# Stored data:
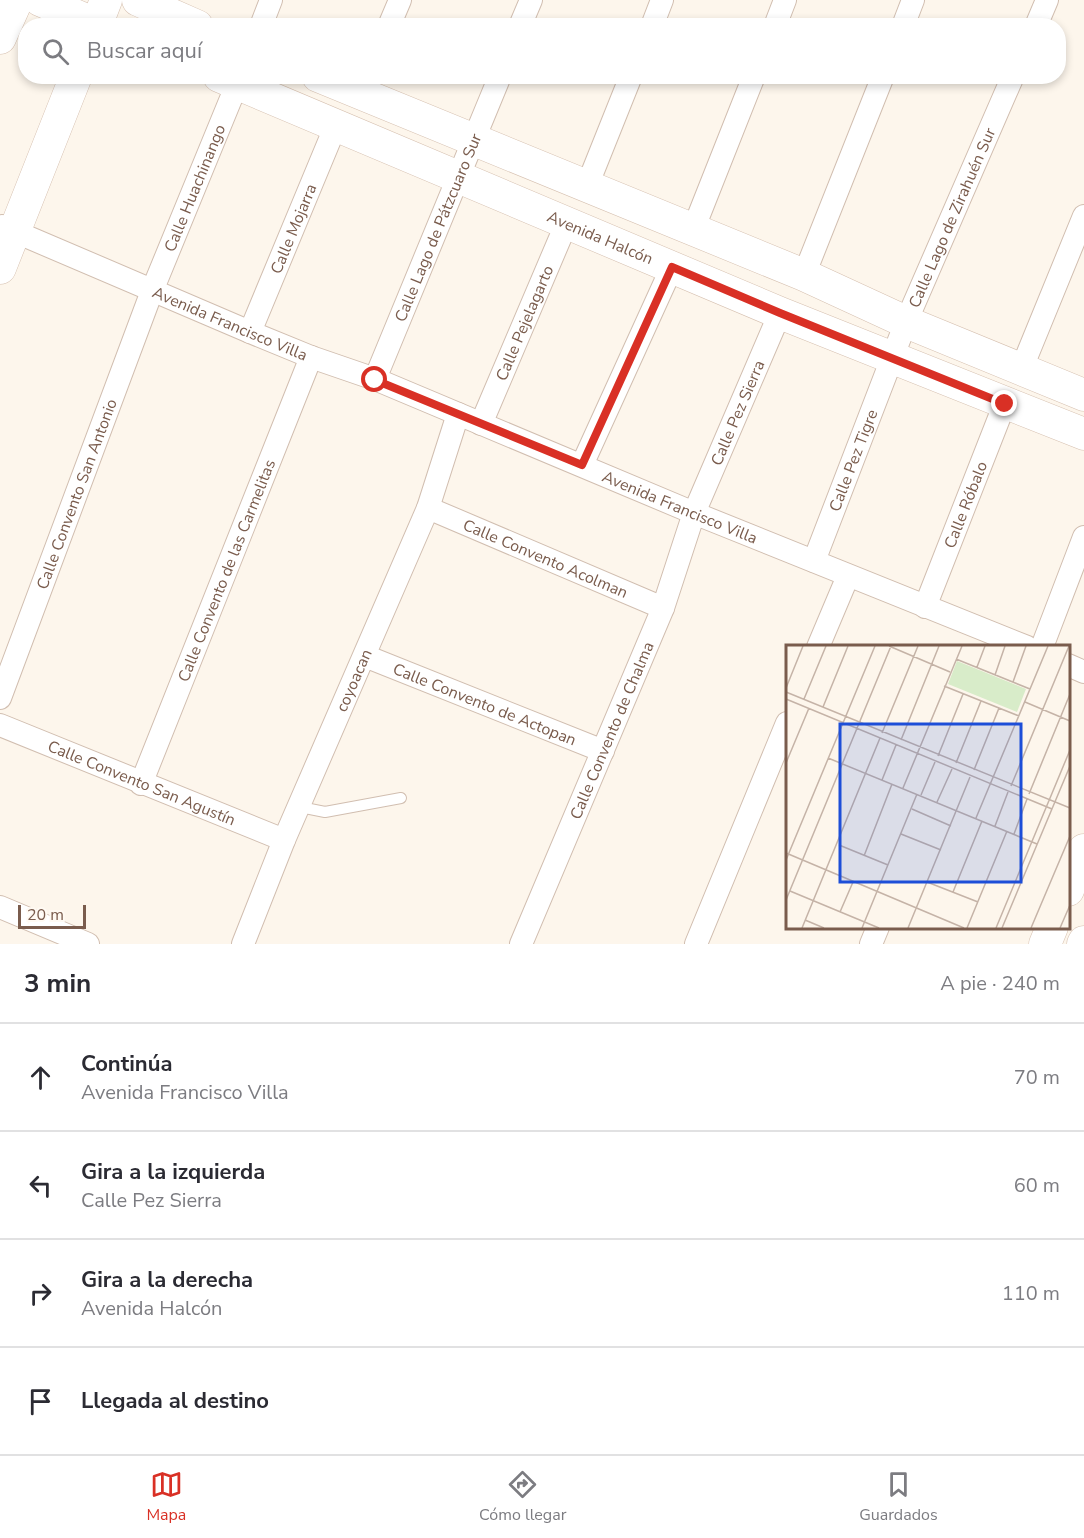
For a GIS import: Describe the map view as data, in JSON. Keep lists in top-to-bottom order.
{
  "streets": {
    "street": [
      "Calle Huachinango",
      "Calle Lago de Zirahuén Sur",
      "Calle Lago de Pátzcuaro Sur",
      "Calle Mojarra",
      "Avenida Halcón",
      "Avenida Francisco Villa",
      "Calle Pejelagarto",
      "Calle Pez Sierra",
      "Calle Pez Tigre",
      "Calle Convento San Antonio",
      "Calle Róbalo",
      "Calle Convento Acolman",
      "Calle Convento de las Carmelitas",
      "coyoacan",
      "Calle Convento de Actopan",
      "Calle Convento de Chalma",
      "Calle Convento San Agustín"
    ]
  },
  "crossings": [
    ["Calle Huachinango", "Avenida Francisco Villa"],
    ["Calle Huachinango", "Calle Convento San Antonio"],
    ["Calle Lago de Zirahuén Sur", "Avenida Halcón"],
    ["Calle Lago de Zirahuén Sur", "Calle Pez Tigre"],
    ["Calle Lago de Pátzcuaro Sur", "Avenida Halcón"],
    ["Calle Lago de Pátzcuaro Sur", "Avenida Francisco Villa"],
    ["Calle Mojarra", "Avenida Halcón"],
    ["Calle Mojarra", "Avenida Francisco Villa"],
    ["Avenida Halcón", "Calle Pejelagarto"],
    ["Avenida Halcón", "Calle Pez Sierra"],
    ["Avenida Halcón", "Calle Pez Tigre"],
    ["Avenida Halcón", "Calle Róbalo"],
    ["Avenida Francisco Villa", "Calle Pejelagarto"],
    ["Avenida Francisco Villa", "Calle Pez Sierra"],
    ["Avenida Francisco Villa", "Calle Pez Tigre"],
    ["Avenida Francisco Villa", "Calle Convento San Antonio"],
    ["Avenida Francisco Villa", "Calle Róbalo"],
    ["Avenida Francisco Villa", "Calle Convento de las Carmelitas"],
    ["Avenida Francisco Villa", "coyoacan"],
    ["Avenida Francisco Villa", "Calle Convento de Chalma"],
    ["Calle Pez Sierra", "Calle Convento de Chalma"],
    ["Calle Convento Acolman", "coyoacan"],
    ["Calle Convento Acolman", "Calle Convento de Chalma"],
    ["Calle Convento de las Carmelitas", "Calle Convento San Agustín"],
    ["coyoacan", "Calle Convento de Actopan"],
    ["coyoacan", "Calle Convento San Agustín"],
    ["Calle Convento de Actopan", "Calle Convento de Chalma"]
  ],
  "scale_bar": "20 m",
  "page": {
    "search": "Buscar aquí",
    "scale": "20 m",
    "heading": ["3 min", "A pie · 240 m"],
    "list": [
      ["Continúa", "Avenida Francisco Villa", "70 m"],
      ["Gira a la izquierda", "Calle Pez Sierra", "60 m"],
      ["Gira a la derecha", "Avenida Halcón", "110 m"],
      "Llegada al destino"
    ],
    "nav": ["Mapa", "Cómo llegar", "Guardados"]
  }
}
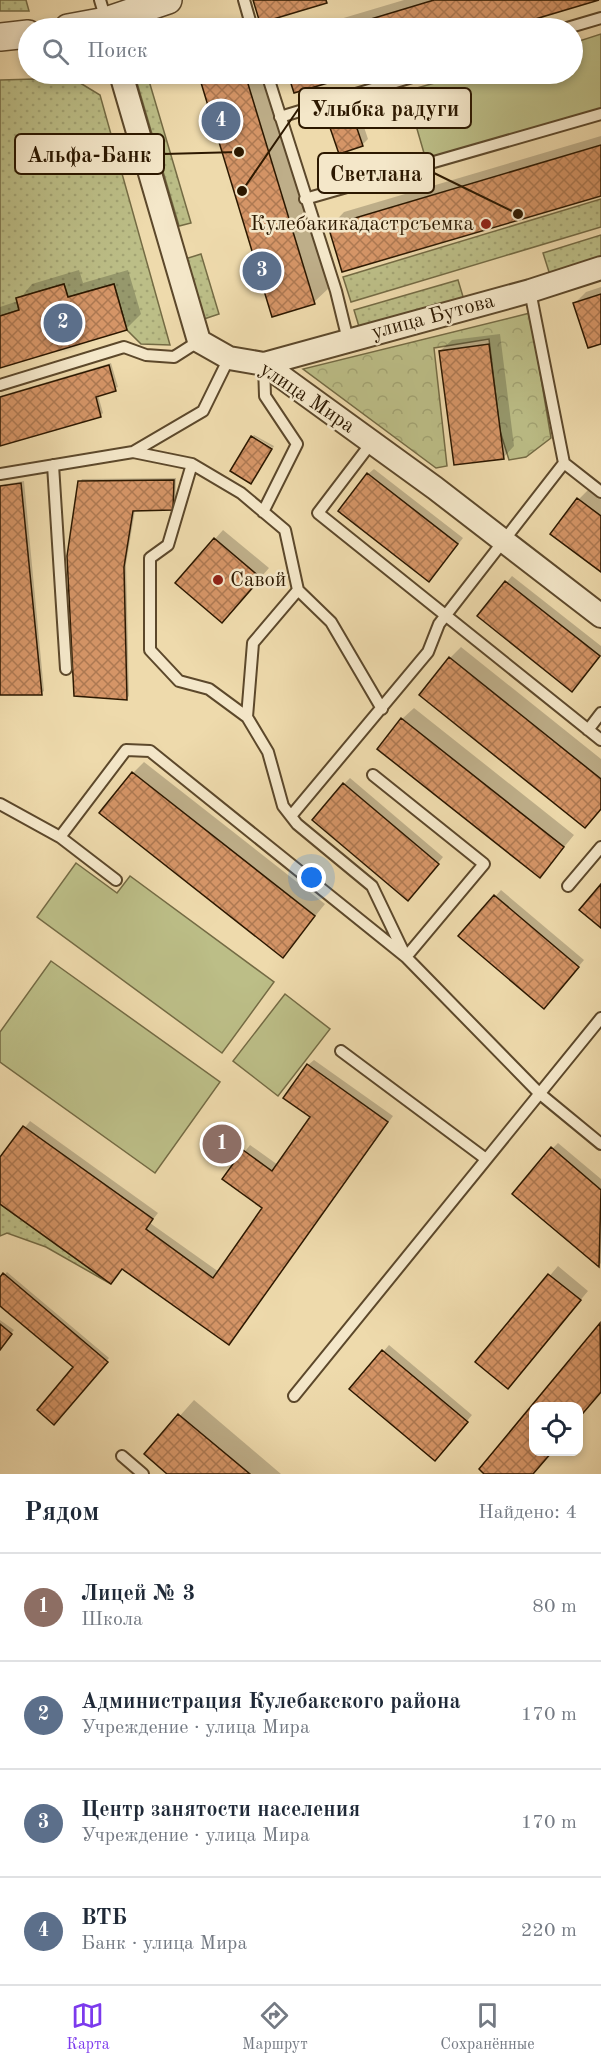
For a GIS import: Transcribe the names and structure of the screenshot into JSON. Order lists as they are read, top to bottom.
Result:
{
  "streets": {
    "street": ["улица Бутова", "улица Мира"]
  },
  "crossings": [
    ["улица Бутова", "улица Мира"]
  ],
  "places": [
    "Альфа-Банк",
    "Улыбка радуги",
    "Светлана",
    "Кулебакикадастрсъемка",
    "Савой"
  ],
  "page": {
    "search": "Поиск",
    "pins": [
      "4",
      "3",
      "2",
      "1"
    ],
    "heading": ["Рядом", "Найдено: 4"],
    "list": [
      {
        "mark": "1",
        "name": "Лицей № 3",
        "note": "Школа",
        "value": "80 m"
      },
      {
        "mark": "2",
        "name": "Администрация Кулебакского района",
        "note": "Учреждение · улица Мира",
        "value": "170 m"
      },
      {
        "mark": "3",
        "name": "Центр занятости населения",
        "note": "Учреждение · улица Мира",
        "value": "170 m"
      },
      {
        "mark": "4",
        "name": "ВТБ",
        "note": "Банк · улица Мира",
        "value": "220 m"
      }
    ],
    "nav": ["Карта", "Маршрут", "Сохранённые"]
  }
}
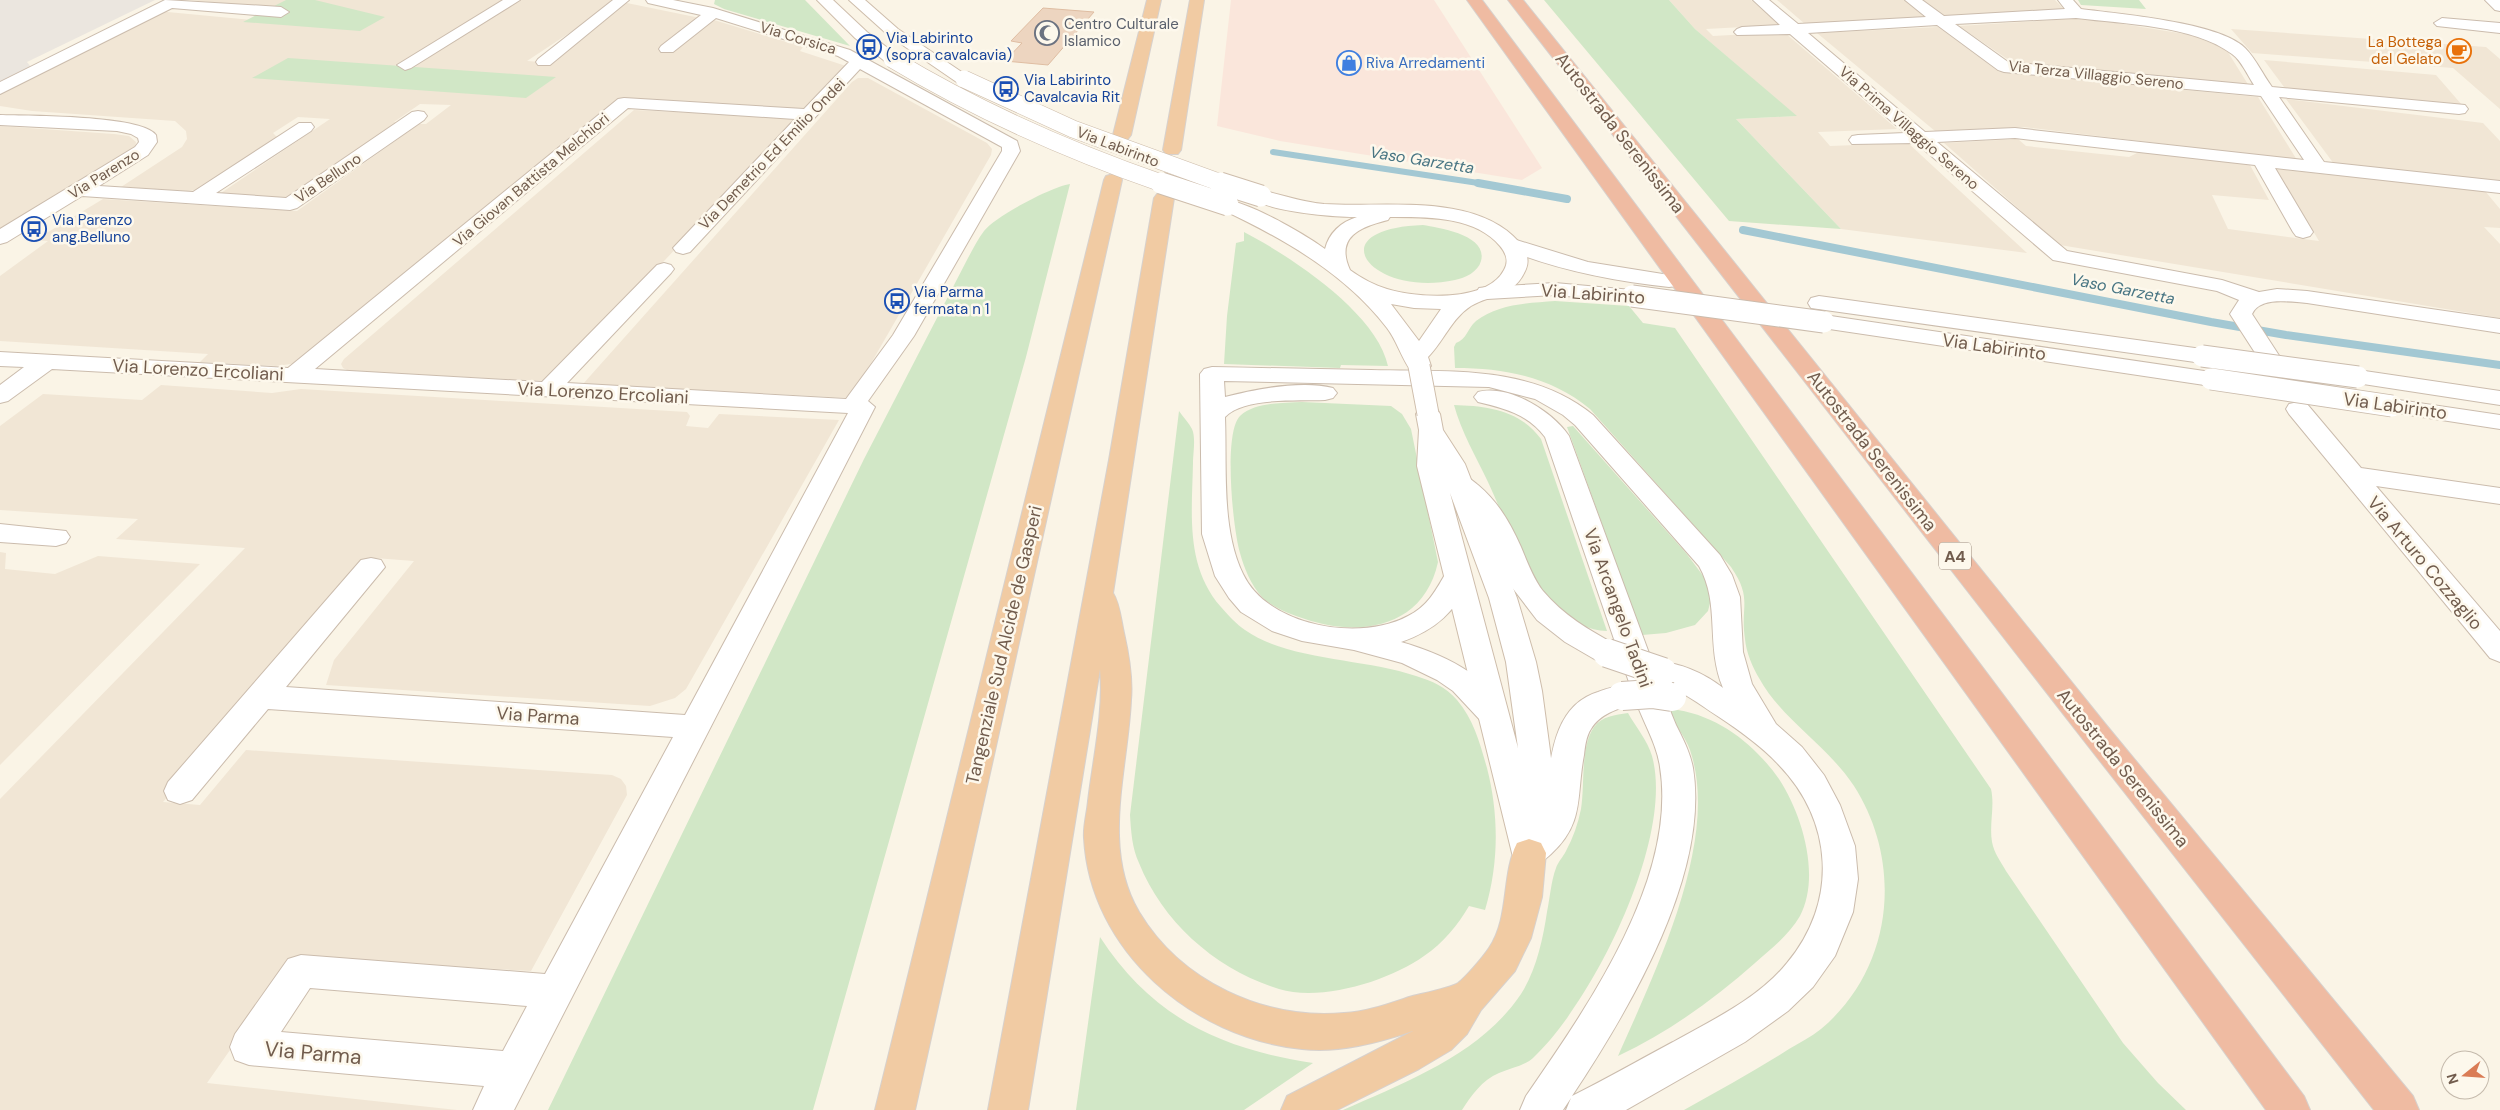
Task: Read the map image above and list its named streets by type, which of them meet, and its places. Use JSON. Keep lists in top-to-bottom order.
{
  "streets": {
    "highway": ["Autostrada Serenissima", "A4", "Tangenziale Sud Alcide de Gasperi"],
    "street": [
      "Via Corsica",
      "Via Terza Villaggio Sereno",
      "Via Prima Villaggio Sereno",
      "Via Labirinto",
      "Via Demetrio Ed Emilio Ondei",
      "Via Parenzo",
      "Via Belluno",
      "Via Giovan Battista Melchiori",
      "Via Lorenzo Ercoliani",
      "Via Arturo Cozzaglio",
      "Via Arcangelo Tadini",
      "Via Parma"
    ]
  },
  "crossings": [
    ["Via Corsica", "Via Demetrio Ed Emilio Ondei"],
    ["Via Corsica", "Via Lorenzo Ercoliani"],
    ["Via Demetrio Ed Emilio Ondei", "Via Giovan Battista Melchiori"],
    ["Via Parenzo", "Via Belluno"],
    ["Via Giovan Battista Melchiori", "Via Lorenzo Ercoliani"]
  ],
  "water": ["Vaso Garzetta"],
  "places": {
    "mosque": ["Centro Culturale Islamico"],
    "bus stop": [
      "Via Labirinto (sopra cavalcavia)",
      "Via Labirinto Cavalcavia Rit",
      "Via Parenzo ang.Belluno",
      "Via Parma fermata n 1"
    ],
    "cafe": ["La Bottega del Gelato"],
    "shop": ["Riva Arredamenti"]
  },
  "north": "left"
}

# Assignment:
Could you reproduce the entries verbatim, leaving out all pictures?

# Result of the task:
For a GIS import: Describe the map view as data, in JSON. Keep lists in top-to-bottom order.
{
  "streets": {
    "street": [
      "Calle Huachinango",
      "Calle Lago de Zirahuén Sur",
      "Calle Lago de Pátzcuaro Sur",
      "Calle Mojarra",
      "Avenida Halcón",
      "Avenida Francisco Villa",
      "Calle Pejelagarto",
      "Calle Pez Sierra",
      "Calle Pez Tigre",
      "Calle Convento San Antonio",
      "Calle Róbalo",
      "Calle Convento Acolman",
      "Calle Convento de las Carmelitas",
      "coyoacan",
      "Calle Convento de Actopan",
      "Calle Convento de Chalma",
      "Calle Convento San Agustín"
    ]
  },
  "crossings": [
    ["Calle Huachinango", "Avenida Francisco Villa"],
    ["Calle Huachinango", "Calle Convento San Antonio"],
    ["Calle Lago de Zirahuén Sur", "Avenida Halcón"],
    ["Calle Lago de Zirahuén Sur", "Calle Pez Tigre"],
    ["Calle Lago de Pátzcuaro Sur", "Avenida Halcón"],
    ["Calle Lago de Pátzcuaro Sur", "Avenida Francisco Villa"],
    ["Calle Mojarra", "Avenida Halcón"],
    ["Calle Mojarra", "Avenida Francisco Villa"],
    ["Avenida Halcón", "Calle Pejelagarto"],
    ["Avenida Halcón", "Calle Pez Sierra"],
    ["Avenida Halcón", "Calle Pez Tigre"],
    ["Avenida Halcón", "Calle Róbalo"],
    ["Avenida Francisco Villa", "Calle Pejelagarto"],
    ["Avenida Francisco Villa", "Calle Pez Sierra"],
    ["Avenida Francisco Villa", "Calle Pez Tigre"],
    ["Avenida Francisco Villa", "Calle Convento San Antonio"],
    ["Avenida Francisco Villa", "Calle Róbalo"],
    ["Avenida Francisco Villa", "Calle Convento de las Carmelitas"],
    ["Avenida Francisco Villa", "coyoacan"],
    ["Avenida Francisco Villa", "Calle Convento de Chalma"],
    ["Calle Pez Sierra", "Calle Convento de Chalma"],
    ["Calle Convento Acolman", "coyoacan"],
    ["Calle Convento Acolman", "Calle Convento de Chalma"],
    ["Calle Convento de las Carmelitas", "Calle Convento San Agustín"],
    ["coyoacan", "Calle Convento de Actopan"],
    ["coyoacan", "Calle Convento San Agustín"],
    ["Calle Convento de Actopan", "Calle Convento de Chalma"]
  ],
  "scale_bar": "20 m",
  "page": {
    "search": "Buscar aquí",
    "scale": "20 m",
    "heading": ["3 min", "A pie · 240 m"],
    "list": [
      ["Continúa", "Avenida Francisco Villa", "70 m"],
      ["Gira a la izquierda", "Calle Pez Sierra", "60 m"],
      ["Gira a la derecha", "Avenida Halcón", "110 m"],
      "Llegada al destino"
    ],
    "nav": ["Mapa", "Cómo llegar", "Guardados"]
  }
}
For a GIS import: Transcribe the names and structure of the screenshot into JSON. Order lists as they are read, top to bottom.
Result:
{
  "streets": {
    "street": ["улица Бутова", "улица Мира"]
  },
  "crossings": [
    ["улица Бутова", "улица Мира"]
  ],
  "places": [
    "Альфа-Банк",
    "Улыбка радуги",
    "Светлана",
    "Кулебакикадастрсъемка",
    "Савой"
  ],
  "page": {
    "search": "Поиск",
    "pins": [
      "4",
      "3",
      "2",
      "1"
    ],
    "heading": ["Рядом", "Найдено: 4"],
    "list": [
      {
        "mark": "1",
        "name": "Лицей № 3",
        "note": "Школа",
        "value": "80 m"
      },
      {
        "mark": "2",
        "name": "Администрация Кулебакского района",
        "note": "Учреждение · улица Мира",
        "value": "170 m"
      },
      {
        "mark": "3",
        "name": "Центр занятости населения",
        "note": "Учреждение · улица Мира",
        "value": "170 m"
      },
      {
        "mark": "4",
        "name": "ВТБ",
        "note": "Банк · улица Мира",
        "value": "220 m"
      }
    ],
    "nav": ["Карта", "Маршрут", "Сохранённые"]
  }
}
Task: Read the map image above and list its named streets by type, which of them meet, and its places. Use JSON. Keep lists in top-to-bottom order.
{
  "streets": {
    "highway": ["Autostrada Serenissima", "A4", "Tangenziale Sud Alcide de Gasperi"],
    "street": [
      "Via Corsica",
      "Via Terza Villaggio Sereno",
      "Via Prima Villaggio Sereno",
      "Via Labirinto",
      "Via Demetrio Ed Emilio Ondei",
      "Via Parenzo",
      "Via Belluno",
      "Via Giovan Battista Melchiori",
      "Via Lorenzo Ercoliani",
      "Via Arturo Cozzaglio",
      "Via Arcangelo Tadini",
      "Via Parma"
    ]
  },
  "crossings": [
    ["Via Corsica", "Via Demetrio Ed Emilio Ondei"],
    ["Via Corsica", "Via Lorenzo Ercoliani"],
    ["Via Demetrio Ed Emilio Ondei", "Via Giovan Battista Melchiori"],
    ["Via Parenzo", "Via Belluno"],
    ["Via Giovan Battista Melchiori", "Via Lorenzo Ercoliani"]
  ],
  "water": ["Vaso Garzetta"],
  "places": {
    "mosque": ["Centro Culturale Islamico"],
    "bus stop": [
      "Via Labirinto (sopra cavalcavia)",
      "Via Labirinto Cavalcavia Rit",
      "Via Parenzo ang.Belluno",
      "Via Parma fermata n 1"
    ],
    "cafe": ["La Bottega del Gelato"],
    "shop": ["Riva Arredamenti"]
  },
  "north": "left"
}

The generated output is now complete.